(Collected data)
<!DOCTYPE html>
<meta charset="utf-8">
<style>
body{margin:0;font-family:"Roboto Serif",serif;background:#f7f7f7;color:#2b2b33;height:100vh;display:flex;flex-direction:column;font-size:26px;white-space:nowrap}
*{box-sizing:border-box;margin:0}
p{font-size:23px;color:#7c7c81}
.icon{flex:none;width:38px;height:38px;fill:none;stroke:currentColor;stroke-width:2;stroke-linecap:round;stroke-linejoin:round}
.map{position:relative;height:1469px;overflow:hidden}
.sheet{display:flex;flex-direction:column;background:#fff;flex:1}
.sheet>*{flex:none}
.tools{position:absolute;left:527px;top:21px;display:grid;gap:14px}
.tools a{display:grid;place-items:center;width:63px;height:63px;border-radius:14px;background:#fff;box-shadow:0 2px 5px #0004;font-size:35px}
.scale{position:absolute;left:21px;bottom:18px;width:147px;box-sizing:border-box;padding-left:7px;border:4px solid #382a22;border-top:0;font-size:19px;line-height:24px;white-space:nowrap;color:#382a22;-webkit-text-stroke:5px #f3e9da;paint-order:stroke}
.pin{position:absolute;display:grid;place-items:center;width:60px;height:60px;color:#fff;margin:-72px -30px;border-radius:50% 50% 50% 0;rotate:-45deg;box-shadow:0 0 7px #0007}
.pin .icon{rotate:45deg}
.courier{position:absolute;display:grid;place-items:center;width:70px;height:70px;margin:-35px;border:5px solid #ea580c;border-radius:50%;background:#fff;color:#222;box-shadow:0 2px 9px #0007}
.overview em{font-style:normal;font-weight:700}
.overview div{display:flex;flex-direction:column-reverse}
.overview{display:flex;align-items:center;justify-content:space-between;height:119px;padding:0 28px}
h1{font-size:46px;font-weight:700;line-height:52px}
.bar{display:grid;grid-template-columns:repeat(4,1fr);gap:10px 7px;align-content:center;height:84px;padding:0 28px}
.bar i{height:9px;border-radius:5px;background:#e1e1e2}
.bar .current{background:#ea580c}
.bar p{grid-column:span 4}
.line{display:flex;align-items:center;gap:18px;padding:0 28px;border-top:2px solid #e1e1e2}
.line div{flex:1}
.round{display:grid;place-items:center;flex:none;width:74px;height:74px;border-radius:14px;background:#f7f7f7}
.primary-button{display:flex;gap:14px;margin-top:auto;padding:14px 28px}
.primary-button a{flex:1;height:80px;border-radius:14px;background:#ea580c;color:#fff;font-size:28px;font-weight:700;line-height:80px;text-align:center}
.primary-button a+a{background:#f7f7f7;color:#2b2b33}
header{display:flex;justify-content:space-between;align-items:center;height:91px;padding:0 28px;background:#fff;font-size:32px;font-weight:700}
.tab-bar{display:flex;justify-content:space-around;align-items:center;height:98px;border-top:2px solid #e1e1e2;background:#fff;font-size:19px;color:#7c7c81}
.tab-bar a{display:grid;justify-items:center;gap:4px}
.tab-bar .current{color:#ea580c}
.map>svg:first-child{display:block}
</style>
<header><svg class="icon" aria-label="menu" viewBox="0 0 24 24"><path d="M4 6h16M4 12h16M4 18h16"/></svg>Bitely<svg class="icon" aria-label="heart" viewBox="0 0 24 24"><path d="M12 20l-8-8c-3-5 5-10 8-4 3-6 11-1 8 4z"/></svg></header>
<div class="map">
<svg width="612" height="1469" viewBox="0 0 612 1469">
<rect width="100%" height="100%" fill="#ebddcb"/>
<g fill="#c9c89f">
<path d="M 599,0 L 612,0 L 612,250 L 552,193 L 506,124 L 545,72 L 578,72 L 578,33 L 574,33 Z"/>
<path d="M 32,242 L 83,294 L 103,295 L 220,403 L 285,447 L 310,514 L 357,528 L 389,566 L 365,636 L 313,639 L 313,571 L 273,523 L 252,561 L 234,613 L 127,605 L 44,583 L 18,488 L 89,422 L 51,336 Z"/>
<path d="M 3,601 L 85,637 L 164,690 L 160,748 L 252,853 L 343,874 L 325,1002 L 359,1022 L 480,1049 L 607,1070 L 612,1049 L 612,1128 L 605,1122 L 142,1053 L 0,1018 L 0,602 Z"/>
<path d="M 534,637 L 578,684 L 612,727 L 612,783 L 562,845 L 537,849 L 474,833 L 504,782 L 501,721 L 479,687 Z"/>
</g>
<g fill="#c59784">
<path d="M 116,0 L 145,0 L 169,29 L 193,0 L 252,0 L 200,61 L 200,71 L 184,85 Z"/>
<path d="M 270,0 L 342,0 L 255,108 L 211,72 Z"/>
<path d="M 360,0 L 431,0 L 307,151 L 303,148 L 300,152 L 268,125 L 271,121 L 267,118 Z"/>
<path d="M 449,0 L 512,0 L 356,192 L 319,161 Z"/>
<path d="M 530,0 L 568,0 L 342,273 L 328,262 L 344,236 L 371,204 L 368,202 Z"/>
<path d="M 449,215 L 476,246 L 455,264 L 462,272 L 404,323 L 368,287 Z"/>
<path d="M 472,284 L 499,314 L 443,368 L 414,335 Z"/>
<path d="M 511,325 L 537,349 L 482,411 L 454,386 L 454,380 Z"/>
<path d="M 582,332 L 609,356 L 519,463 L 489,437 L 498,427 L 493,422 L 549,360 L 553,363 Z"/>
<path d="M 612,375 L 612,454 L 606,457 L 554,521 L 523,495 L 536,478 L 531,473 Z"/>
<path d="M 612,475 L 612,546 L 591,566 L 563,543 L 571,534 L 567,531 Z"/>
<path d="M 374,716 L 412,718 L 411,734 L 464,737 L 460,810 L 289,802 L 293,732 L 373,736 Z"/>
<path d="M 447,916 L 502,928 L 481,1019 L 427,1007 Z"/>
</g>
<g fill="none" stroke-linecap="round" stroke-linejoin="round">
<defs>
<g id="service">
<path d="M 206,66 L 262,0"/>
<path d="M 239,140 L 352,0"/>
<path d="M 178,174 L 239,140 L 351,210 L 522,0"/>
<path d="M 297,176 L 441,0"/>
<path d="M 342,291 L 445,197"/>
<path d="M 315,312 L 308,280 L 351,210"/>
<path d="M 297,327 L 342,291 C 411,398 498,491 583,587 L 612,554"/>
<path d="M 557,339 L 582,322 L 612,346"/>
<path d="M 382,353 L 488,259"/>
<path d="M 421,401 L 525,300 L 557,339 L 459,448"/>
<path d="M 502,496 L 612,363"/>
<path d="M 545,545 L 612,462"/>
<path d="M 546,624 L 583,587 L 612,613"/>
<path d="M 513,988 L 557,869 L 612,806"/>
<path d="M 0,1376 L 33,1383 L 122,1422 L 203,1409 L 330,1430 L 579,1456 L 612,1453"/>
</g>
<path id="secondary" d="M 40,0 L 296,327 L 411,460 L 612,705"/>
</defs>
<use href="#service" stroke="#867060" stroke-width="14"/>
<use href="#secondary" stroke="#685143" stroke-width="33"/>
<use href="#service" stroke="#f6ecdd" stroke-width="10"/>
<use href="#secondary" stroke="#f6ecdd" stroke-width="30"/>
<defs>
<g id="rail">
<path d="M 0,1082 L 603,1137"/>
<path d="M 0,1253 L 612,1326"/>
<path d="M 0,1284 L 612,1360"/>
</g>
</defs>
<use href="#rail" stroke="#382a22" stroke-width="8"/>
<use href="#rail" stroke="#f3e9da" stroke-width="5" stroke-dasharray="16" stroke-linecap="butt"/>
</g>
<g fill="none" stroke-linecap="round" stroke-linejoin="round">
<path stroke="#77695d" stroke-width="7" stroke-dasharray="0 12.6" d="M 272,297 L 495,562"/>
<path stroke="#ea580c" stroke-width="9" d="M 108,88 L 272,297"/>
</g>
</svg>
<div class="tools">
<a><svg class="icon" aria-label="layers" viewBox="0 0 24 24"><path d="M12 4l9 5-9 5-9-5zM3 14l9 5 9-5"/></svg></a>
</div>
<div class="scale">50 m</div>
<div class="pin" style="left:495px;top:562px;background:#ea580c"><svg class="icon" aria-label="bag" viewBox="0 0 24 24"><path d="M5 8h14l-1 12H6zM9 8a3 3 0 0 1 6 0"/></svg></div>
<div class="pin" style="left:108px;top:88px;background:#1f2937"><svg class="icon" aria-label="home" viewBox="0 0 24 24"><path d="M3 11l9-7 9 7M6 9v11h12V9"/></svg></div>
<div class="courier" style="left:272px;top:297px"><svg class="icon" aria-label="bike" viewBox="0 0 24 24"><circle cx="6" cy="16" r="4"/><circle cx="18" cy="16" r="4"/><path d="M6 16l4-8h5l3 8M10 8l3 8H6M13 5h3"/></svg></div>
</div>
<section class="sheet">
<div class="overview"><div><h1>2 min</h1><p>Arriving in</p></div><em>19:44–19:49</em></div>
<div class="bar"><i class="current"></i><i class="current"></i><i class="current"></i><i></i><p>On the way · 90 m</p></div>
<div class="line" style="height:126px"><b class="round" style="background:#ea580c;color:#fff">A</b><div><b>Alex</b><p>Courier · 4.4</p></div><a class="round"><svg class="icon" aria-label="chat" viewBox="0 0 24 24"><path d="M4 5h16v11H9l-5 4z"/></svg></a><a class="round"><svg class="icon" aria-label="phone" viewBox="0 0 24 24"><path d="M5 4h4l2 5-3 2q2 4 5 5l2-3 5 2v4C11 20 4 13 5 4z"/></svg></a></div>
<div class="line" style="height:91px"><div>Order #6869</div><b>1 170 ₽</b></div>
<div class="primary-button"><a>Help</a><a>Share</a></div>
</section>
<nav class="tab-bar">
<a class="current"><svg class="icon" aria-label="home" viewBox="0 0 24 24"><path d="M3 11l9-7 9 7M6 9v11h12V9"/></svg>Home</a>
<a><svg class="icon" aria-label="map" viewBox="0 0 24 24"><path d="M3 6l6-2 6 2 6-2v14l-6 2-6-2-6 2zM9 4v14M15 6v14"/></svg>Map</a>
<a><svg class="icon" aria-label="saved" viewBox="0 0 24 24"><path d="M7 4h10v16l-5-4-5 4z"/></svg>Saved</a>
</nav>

(Requirement) Show the lines of the records that include the string "sizing".

(Exercise solution)
*{box-sizing:border-box;margin:0}
.scale{position:absolute;left:21px;bottom:18px;width:147px;box-sizing:border-box;padding-left:7px;border:4px solid #382a22;border-top:0;font-size:19px;line-height:24px;white-space:nowrap;color:#382a22;-webkit-text-stroke:5px #f3e9da;paint-order:stroke}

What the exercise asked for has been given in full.